## [What to produce]
Each line below is to be repeated exactly; any picture is to be left out.

Dataset extract Start Marker

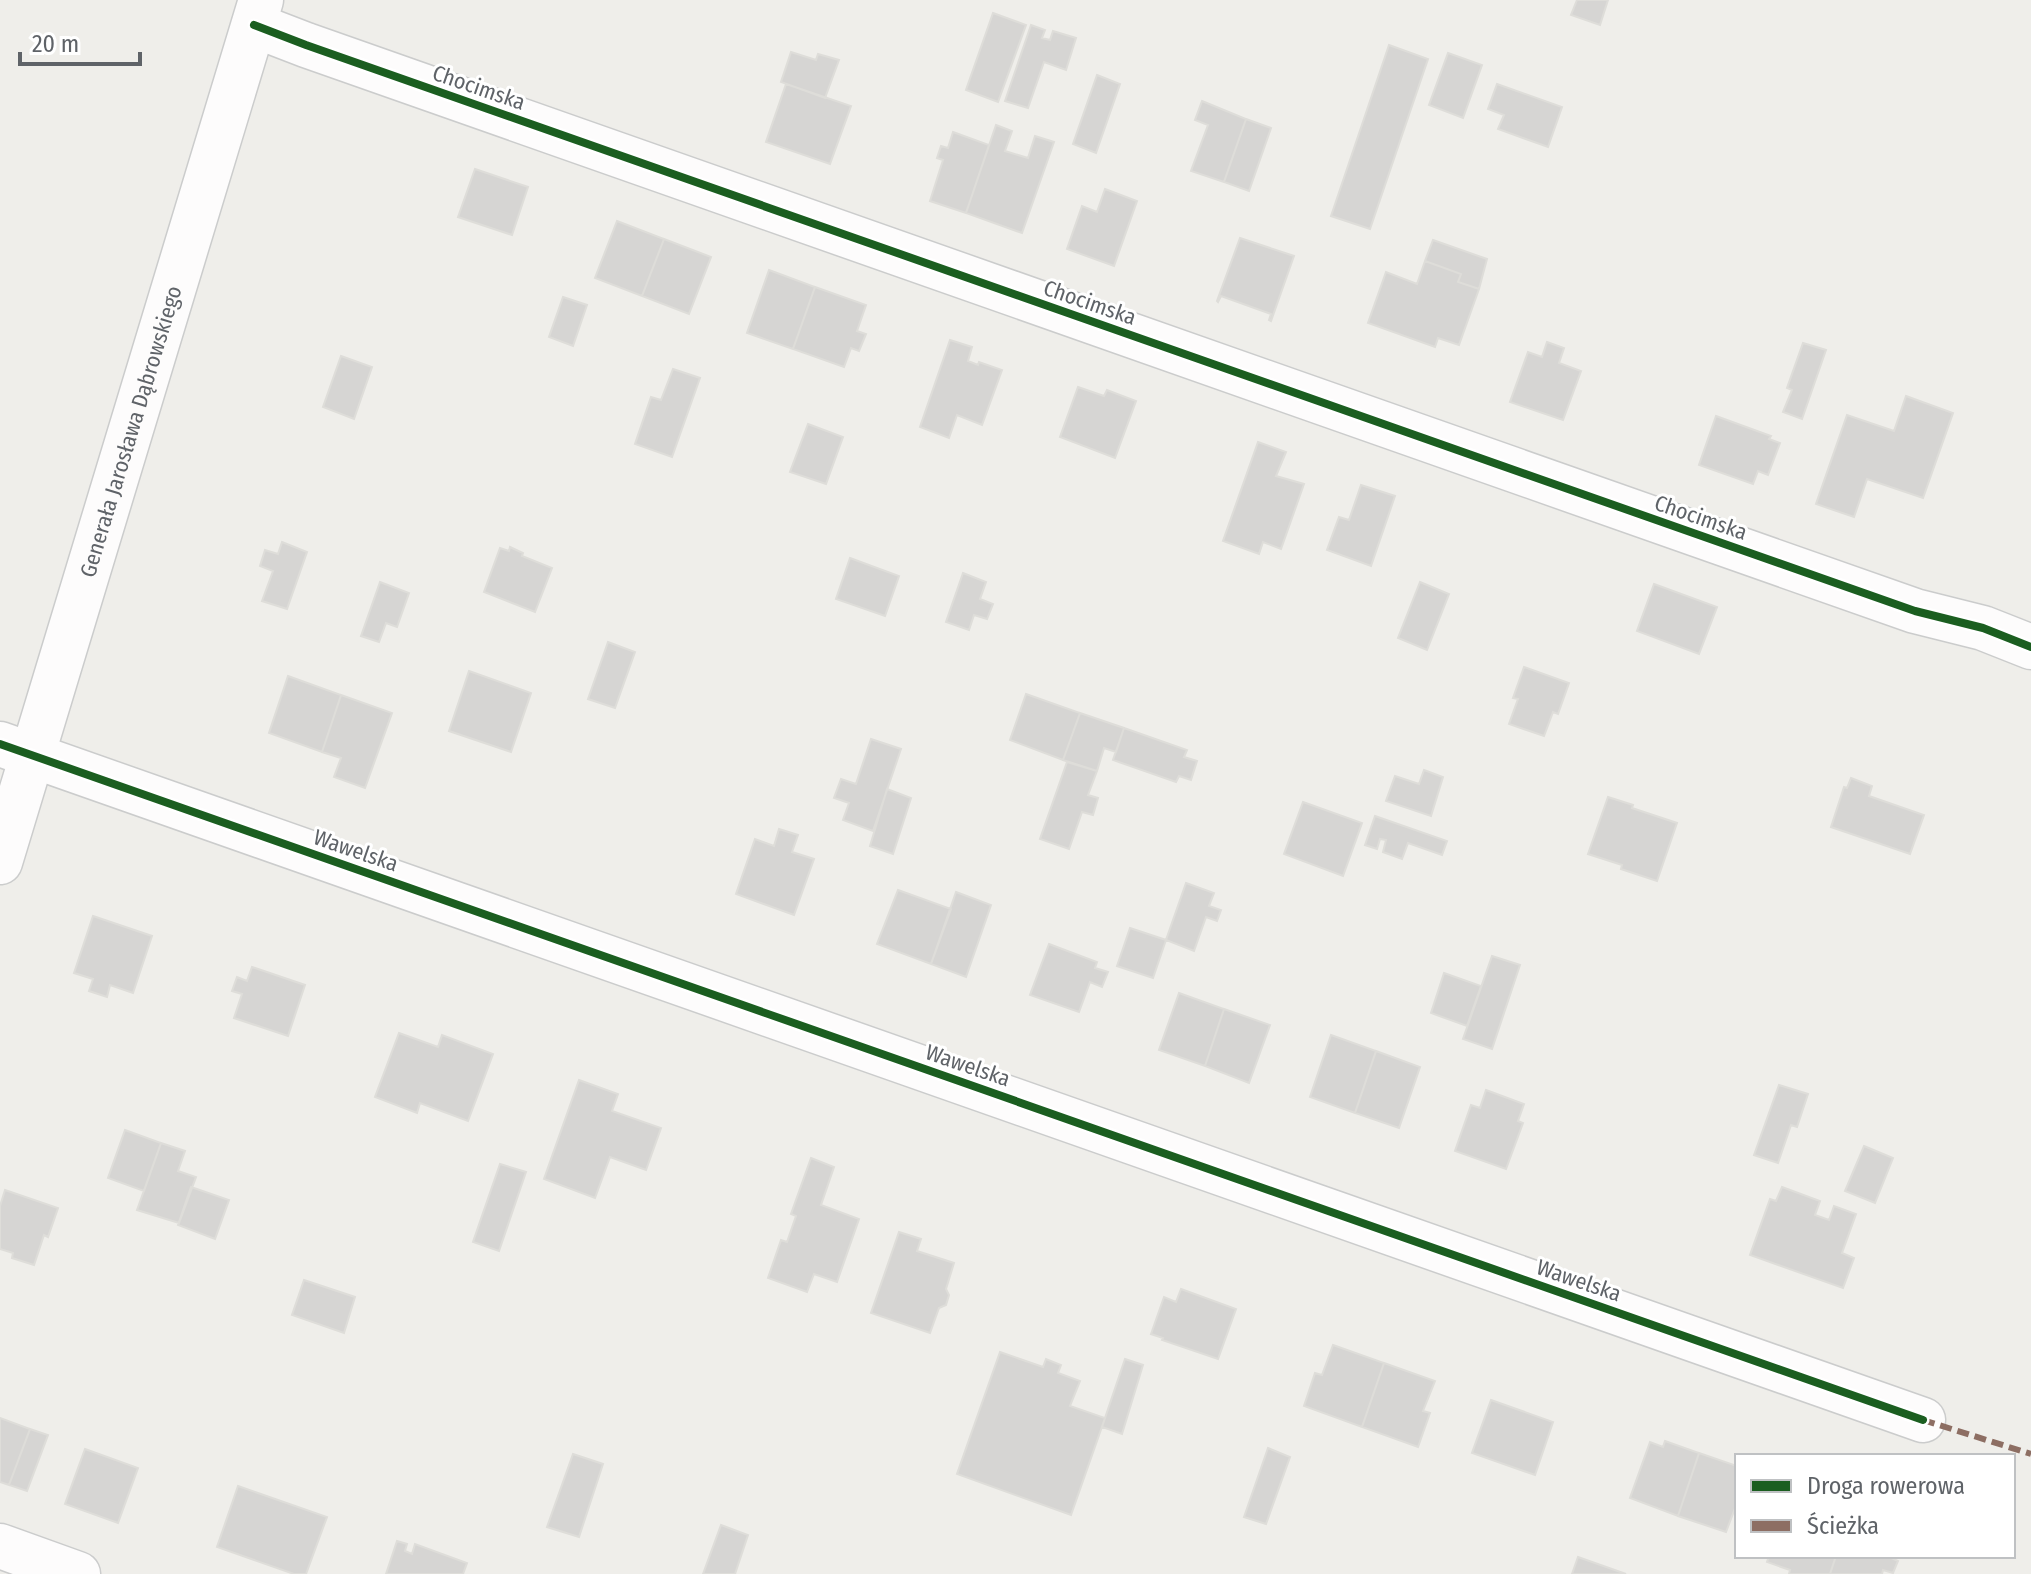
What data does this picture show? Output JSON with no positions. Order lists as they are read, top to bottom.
{
  "streets": {
    "street": ["Chocimska", "Generała Jarosława Dąbrowskiego", "Wawelska"]
  },
  "crossings": [
    ["Chocimska", "Generała Jarosława Dąbrowskiego"],
    ["Generała Jarosława Dąbrowskiego", "Wawelska"]
  ],
  "legend": ["Droga rowerowa", "Ścieżka"],
  "scale_bar": "20 m"
}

Dataset extract End Marker

## [Written answer]
What data does this picture show? Output JSON with no positions. Order lists as they are read, top to bottom.
{
  "streets": {
    "street": ["Chocimska", "Generała Jarosława Dąbrowskiego", "Wawelska"]
  },
  "crossings": [
    ["Chocimska", "Generała Jarosława Dąbrowskiego"],
    ["Generała Jarosława Dąbrowskiego", "Wawelska"]
  ],
  "legend": ["Droga rowerowa", "Ścieżka"],
  "scale_bar": "20 m"
}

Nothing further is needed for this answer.